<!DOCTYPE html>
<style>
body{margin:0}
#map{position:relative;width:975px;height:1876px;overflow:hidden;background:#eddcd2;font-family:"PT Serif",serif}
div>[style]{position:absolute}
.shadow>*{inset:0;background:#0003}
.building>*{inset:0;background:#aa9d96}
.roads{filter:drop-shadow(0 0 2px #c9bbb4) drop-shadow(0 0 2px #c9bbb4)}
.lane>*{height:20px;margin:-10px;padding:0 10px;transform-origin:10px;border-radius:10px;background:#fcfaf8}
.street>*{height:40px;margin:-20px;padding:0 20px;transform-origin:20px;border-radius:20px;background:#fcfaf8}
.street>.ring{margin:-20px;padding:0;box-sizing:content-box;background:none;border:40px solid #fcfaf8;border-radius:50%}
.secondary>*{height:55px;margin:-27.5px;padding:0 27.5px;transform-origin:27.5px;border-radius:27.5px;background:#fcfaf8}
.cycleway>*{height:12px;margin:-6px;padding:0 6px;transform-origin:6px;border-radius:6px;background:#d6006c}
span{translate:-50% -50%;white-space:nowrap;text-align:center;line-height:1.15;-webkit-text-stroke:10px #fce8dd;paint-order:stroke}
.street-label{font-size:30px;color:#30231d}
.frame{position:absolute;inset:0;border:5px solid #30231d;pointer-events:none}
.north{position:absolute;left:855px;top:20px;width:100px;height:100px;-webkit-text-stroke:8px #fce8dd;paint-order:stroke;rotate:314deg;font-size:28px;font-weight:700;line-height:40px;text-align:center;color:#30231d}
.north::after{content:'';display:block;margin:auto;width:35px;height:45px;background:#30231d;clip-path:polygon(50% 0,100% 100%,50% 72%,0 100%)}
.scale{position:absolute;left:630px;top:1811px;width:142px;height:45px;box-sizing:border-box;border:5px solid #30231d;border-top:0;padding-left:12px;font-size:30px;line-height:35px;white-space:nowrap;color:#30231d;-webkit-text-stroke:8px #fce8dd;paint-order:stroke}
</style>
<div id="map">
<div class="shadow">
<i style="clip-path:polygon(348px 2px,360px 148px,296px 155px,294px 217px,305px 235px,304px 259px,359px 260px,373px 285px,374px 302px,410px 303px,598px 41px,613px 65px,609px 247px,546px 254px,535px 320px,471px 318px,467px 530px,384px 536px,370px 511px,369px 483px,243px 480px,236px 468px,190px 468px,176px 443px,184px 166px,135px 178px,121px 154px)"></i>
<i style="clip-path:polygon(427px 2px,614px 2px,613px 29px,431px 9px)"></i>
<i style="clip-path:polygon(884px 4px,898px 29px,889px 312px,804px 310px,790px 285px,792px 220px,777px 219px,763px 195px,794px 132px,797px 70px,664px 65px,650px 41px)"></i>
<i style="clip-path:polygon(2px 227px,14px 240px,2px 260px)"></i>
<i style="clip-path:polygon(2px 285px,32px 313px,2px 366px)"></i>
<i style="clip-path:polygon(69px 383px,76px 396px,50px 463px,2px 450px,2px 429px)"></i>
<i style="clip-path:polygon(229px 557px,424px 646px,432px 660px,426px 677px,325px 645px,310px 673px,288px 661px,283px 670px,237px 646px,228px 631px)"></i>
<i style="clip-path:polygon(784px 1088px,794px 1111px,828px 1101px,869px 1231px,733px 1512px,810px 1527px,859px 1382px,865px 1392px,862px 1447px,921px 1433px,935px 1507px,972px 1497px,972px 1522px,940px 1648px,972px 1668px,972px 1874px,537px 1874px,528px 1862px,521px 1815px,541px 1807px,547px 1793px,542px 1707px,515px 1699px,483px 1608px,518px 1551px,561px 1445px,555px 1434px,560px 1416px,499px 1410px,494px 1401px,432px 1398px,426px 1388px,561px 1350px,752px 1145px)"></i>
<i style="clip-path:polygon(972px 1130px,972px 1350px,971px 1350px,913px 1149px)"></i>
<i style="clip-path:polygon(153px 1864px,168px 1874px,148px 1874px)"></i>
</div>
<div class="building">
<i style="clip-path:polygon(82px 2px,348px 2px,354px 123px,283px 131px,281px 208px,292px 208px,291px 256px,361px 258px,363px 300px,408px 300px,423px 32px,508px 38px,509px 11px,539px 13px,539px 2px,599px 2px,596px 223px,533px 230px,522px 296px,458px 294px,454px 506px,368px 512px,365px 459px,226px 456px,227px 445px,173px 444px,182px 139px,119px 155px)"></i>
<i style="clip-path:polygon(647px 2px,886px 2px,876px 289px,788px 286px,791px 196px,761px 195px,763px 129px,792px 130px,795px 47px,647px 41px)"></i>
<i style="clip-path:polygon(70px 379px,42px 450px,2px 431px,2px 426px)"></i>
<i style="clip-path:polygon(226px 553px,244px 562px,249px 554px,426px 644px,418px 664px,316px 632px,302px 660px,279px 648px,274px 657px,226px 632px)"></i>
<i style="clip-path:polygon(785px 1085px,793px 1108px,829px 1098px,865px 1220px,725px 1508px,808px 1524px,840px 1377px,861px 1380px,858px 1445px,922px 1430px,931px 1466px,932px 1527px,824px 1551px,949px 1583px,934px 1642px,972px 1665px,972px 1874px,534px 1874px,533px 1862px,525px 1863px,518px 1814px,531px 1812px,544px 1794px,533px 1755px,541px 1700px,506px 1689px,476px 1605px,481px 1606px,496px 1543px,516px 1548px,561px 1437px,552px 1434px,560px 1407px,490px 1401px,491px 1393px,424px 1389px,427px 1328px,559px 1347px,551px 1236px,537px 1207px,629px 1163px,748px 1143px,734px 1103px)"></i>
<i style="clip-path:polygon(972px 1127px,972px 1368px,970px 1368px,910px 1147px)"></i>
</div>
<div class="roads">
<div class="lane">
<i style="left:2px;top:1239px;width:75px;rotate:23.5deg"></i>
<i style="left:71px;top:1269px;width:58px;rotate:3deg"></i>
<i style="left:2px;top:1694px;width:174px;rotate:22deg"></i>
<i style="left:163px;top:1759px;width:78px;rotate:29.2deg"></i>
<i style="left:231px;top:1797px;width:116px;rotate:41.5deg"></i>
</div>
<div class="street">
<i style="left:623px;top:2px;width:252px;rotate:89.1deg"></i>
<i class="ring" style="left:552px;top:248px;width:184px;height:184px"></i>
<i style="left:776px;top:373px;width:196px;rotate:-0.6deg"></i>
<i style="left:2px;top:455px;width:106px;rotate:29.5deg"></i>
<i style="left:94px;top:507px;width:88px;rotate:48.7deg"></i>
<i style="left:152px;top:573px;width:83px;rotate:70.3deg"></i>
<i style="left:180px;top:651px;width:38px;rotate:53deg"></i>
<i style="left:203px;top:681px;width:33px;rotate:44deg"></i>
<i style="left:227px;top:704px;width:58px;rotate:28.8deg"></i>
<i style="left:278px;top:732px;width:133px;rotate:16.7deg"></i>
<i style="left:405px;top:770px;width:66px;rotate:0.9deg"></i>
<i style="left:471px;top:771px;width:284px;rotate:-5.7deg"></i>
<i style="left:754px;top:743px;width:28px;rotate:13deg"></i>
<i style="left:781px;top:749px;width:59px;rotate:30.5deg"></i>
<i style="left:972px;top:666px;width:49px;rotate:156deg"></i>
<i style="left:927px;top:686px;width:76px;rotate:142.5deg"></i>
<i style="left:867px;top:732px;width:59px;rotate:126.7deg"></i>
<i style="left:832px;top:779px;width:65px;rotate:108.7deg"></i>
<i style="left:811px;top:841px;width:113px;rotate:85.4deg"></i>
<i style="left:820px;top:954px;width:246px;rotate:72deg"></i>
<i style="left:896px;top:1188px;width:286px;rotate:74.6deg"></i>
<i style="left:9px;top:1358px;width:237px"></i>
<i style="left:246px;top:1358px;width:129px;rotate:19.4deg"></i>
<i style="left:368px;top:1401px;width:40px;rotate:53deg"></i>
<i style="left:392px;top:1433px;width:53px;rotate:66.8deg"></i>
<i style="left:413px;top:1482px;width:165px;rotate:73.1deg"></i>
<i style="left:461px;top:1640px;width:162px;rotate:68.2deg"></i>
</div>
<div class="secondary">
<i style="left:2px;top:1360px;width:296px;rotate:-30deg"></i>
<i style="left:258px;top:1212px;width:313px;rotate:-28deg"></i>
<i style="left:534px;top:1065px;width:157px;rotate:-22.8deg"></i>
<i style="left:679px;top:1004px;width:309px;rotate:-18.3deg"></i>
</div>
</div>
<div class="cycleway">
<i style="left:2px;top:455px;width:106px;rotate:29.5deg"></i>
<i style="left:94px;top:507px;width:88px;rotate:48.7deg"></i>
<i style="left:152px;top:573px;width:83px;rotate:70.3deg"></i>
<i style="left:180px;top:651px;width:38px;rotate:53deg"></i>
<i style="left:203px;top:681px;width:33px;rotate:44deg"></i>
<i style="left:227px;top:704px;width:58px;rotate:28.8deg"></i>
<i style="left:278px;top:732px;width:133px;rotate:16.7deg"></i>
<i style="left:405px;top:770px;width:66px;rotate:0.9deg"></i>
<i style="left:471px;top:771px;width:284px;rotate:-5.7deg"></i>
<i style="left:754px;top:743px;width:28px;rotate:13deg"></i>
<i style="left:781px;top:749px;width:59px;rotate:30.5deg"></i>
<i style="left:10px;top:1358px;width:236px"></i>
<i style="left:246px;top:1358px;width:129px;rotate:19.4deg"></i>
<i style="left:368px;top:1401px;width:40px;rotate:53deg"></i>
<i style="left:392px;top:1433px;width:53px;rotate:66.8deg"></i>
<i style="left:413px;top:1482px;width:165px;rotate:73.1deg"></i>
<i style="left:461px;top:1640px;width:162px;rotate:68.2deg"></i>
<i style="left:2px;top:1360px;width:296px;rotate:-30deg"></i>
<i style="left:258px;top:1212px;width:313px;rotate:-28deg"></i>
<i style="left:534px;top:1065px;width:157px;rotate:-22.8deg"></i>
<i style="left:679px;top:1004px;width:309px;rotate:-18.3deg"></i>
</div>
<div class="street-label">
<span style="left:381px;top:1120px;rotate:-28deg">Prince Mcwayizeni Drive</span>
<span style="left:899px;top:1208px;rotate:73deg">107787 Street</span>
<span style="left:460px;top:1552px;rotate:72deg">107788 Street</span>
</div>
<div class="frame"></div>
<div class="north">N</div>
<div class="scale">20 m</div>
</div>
※
# [WHAT YOU ARE ASKED TO DO]
Write out a verbatim copy of the data, beginning with its first line and ending with the line that contains "2px #c9bbb4) drop-shadow(0".

# [TASK RESULT]
<!DOCTYPE html>
<style>
body{margin:0}
#map{position:relative;width:975px;height:1876px;overflow:hidden;background:#eddcd2;font-family:"PT Serif",serif}
div>[style]{position:absolute}
.shadow>*{inset:0;background:#0003}
.building>*{inset:0;background:#aa9d96}
.roads{filter:drop-shadow(0 0 2px #c9bbb4) drop-shadow(0 0 2px #c9bbb4)}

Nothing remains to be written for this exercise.